PROBLEM DETAILS:
Pictures do not belong in the output. Reproduce exactly the lines from the start of the records through the line with "Localize all text".

EXCERPTED DATA:
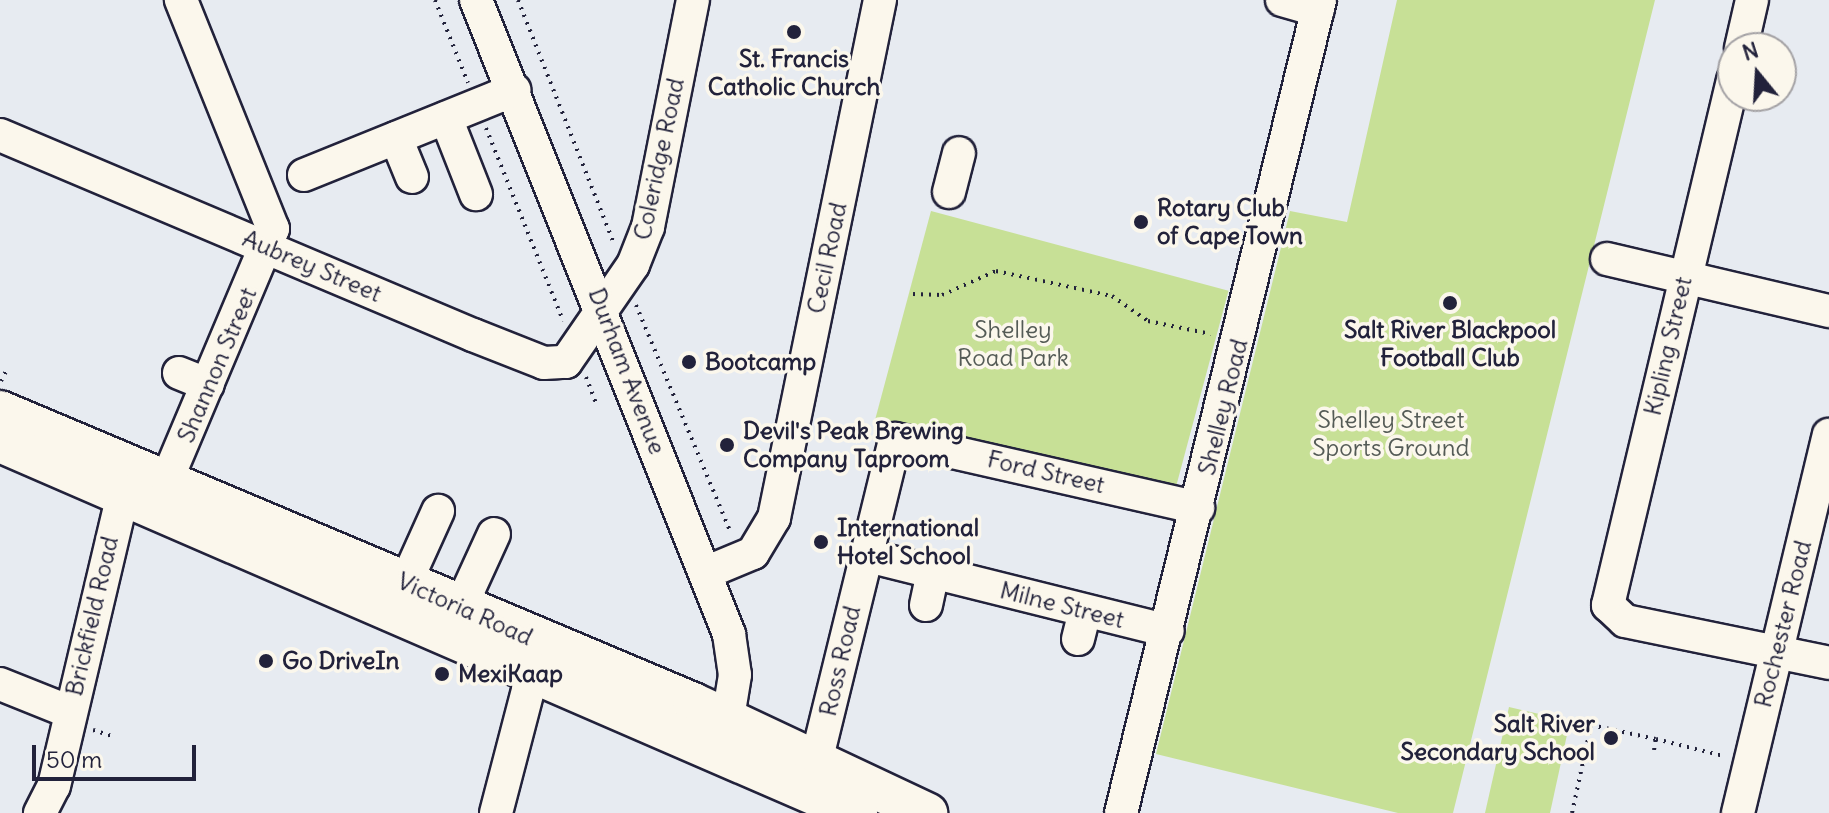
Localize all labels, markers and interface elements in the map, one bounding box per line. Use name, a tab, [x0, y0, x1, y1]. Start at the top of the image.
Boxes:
marker: St. Francis Catholic Church	[785, 23, 803, 41]
north arrow	[1717, 32, 1797, 112]
text: N	[1739, 35, 1762, 67]
place label: St. Francis Catholic Church	[708, 45, 880, 101]
street label: Coleridge Road	[628, 75, 690, 243]
place label: Rotary Club of Cape Town	[1157, 194, 1303, 250]
street label: Cecil Road	[801, 200, 853, 316]
marker: Rotary Club of Cape Town	[1132, 213, 1150, 231]
street label: Aubrey Street	[238, 224, 386, 308]
street label: Kipling Street	[1638, 274, 1698, 418]
street label: Shannon Street	[171, 283, 263, 447]
street label: Durham Avenue	[582, 284, 672, 458]
marker: Salt River Blackpool Football Club	[1441, 294, 1459, 312]
park label: Shelley Road Park	[957, 316, 1069, 372]
place label: Salt River Blackpool Football Club	[1344, 316, 1556, 372]
street label: Shelley Road	[1192, 336, 1254, 478]
place label: Bootcamp	[705, 348, 816, 376]
marker: Bootcamp	[680, 353, 698, 371]
park label: Shelley Street Sports Ground	[1312, 406, 1470, 462]
place label: Devil's Peak Brewing Company Taproom	[743, 417, 964, 473]
marker: Devil's Peak Brewing Company Taproom	[718, 436, 736, 454]
street label: Ford Street	[985, 445, 1107, 499]
place label: International Hotel School	[837, 514, 979, 570]
street label: Brickfield Road	[60, 533, 124, 699]
marker: International Hotel School	[812, 533, 830, 551]
street label: Rochester Road	[1748, 538, 1818, 710]
street label: Victoria Road	[393, 566, 537, 652]
street label: Milne Street	[997, 576, 1127, 634]
street label: Ross Road	[813, 603, 867, 719]
place label: Go DriveIn	[282, 647, 399, 675]
marker: Go DriveIn	[257, 652, 275, 670]
place label: MexiKaap	[458, 660, 563, 688]
marker: MexiKaap	[433, 665, 451, 683]
place label: Salt River Secondary School	[1401, 710, 1595, 766]
scale bar	[36, 729, 200, 779]
marker: Salt River Secondary School	[1602, 729, 1620, 747]
text: 50 m	[46, 744, 102, 774]

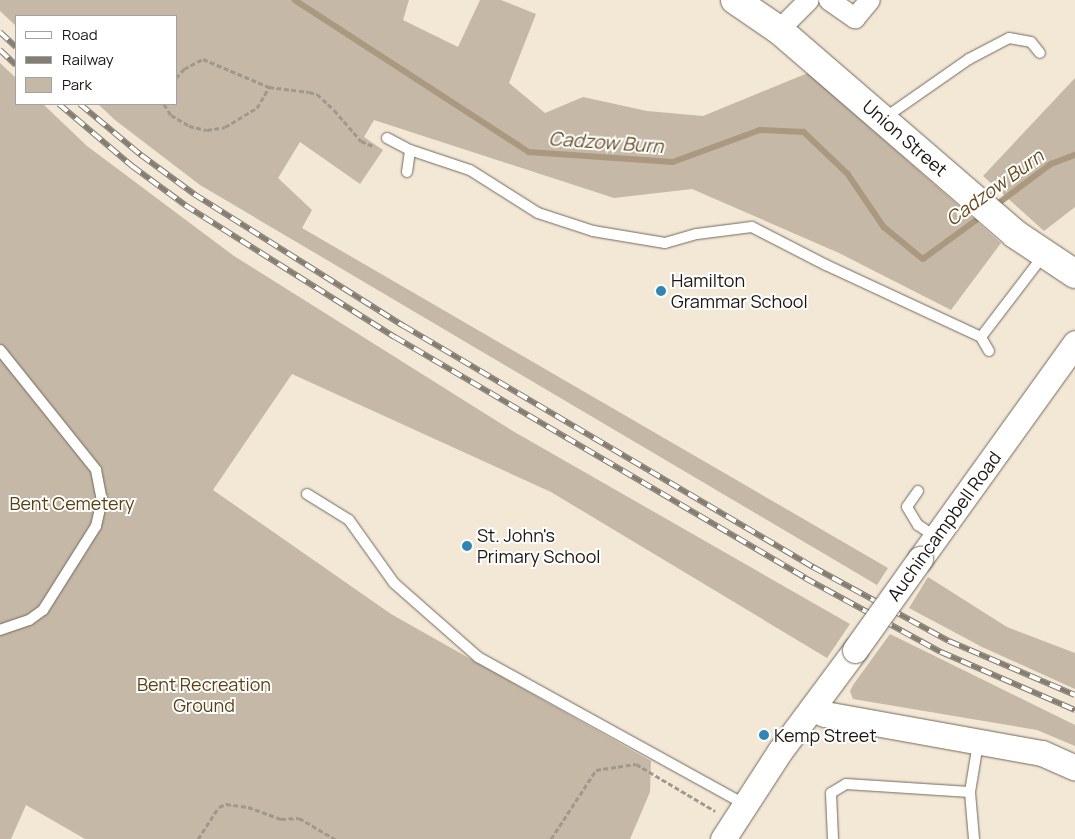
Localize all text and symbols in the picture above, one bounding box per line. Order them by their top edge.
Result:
legend [15,15,178,105]
text: Road [62,24,98,45]
text: Railway [62,49,114,70]
text: Park [62,74,92,95]
street label: Union Street [858,95,952,181]
water label: Cadzow Burn [548,128,664,158]
water label: Cadzow Burn [942,145,1048,231]
place label: Hamilton Grammar School [671,270,808,312]
marker: Hamilton Grammar School [655,285,667,297]
street label: Auchincampbell Road [883,447,1005,605]
park label: Bent Cemetery [10,492,134,514]
place label: St. John's Primary School [477,525,601,568]
marker: St. John's Primary School [461,540,473,552]
park label: Bent Recreation Ground [137,674,271,716]
place label: Kemp Street [774,724,877,746]
marker: Kemp Street [758,729,770,741]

YOUR RESPONSE:
Localize all labels, markers and interface elements in the map, one bounding box per line. Use name, a tab, [x0, y0, x1, y1]. Start at the top of the image.
Boxes:
marker: St. Francis Catholic Church	[785, 23, 803, 41]
north arrow	[1717, 32, 1797, 112]
text: N	[1739, 35, 1762, 67]
place label: St. Francis Catholic Church	[708, 45, 880, 101]
street label: Coleridge Road	[628, 75, 690, 243]
place label: Rotary Club of Cape Town	[1157, 194, 1303, 250]
street label: Cecil Road	[801, 200, 853, 316]
marker: Rotary Club of Cape Town	[1132, 213, 1150, 231]
street label: Aubrey Street	[238, 224, 386, 308]
street label: Kipling Street	[1638, 274, 1698, 418]
street label: Shannon Street	[171, 283, 263, 447]
street label: Durham Avenue	[582, 284, 672, 458]
marker: Salt River Blackpool Football Club	[1441, 294, 1459, 312]
park label: Shelley Road Park	[957, 316, 1069, 372]
place label: Salt River Blackpool Football Club	[1344, 316, 1556, 372]
street label: Shelley Road	[1192, 336, 1254, 478]
place label: Bootcamp	[705, 348, 816, 376]
marker: Bootcamp	[680, 353, 698, 371]
park label: Shelley Street Sports Ground	[1312, 406, 1470, 462]
place label: Devil's Peak Brewing Company Taproom	[743, 417, 964, 473]
marker: Devil's Peak Brewing Company Taproom	[718, 436, 736, 454]
street label: Ford Street	[985, 445, 1107, 499]
place label: International Hotel School	[837, 514, 979, 570]
street label: Brickfield Road	[60, 533, 124, 699]
marker: International Hotel School	[812, 533, 830, 551]
street label: Rochester Road	[1748, 538, 1818, 710]
street label: Victoria Road	[393, 566, 537, 652]
street label: Milne Street	[997, 576, 1127, 634]
street label: Ross Road	[813, 603, 867, 719]
place label: Go DriveIn	[282, 647, 399, 675]
marker: Go DriveIn	[257, 652, 275, 670]
place label: MexiKaap	[458, 660, 563, 688]
marker: MexiKaap	[433, 665, 451, 683]
place label: Salt River Secondary School	[1401, 710, 1595, 766]
scale bar	[36, 729, 200, 779]
marker: Salt River Secondary School	[1602, 729, 1620, 747]
text: 50 m	[46, 744, 102, 774]

Localize all text and symbols in the picture above, one bounding box per line. Order them by their top edge.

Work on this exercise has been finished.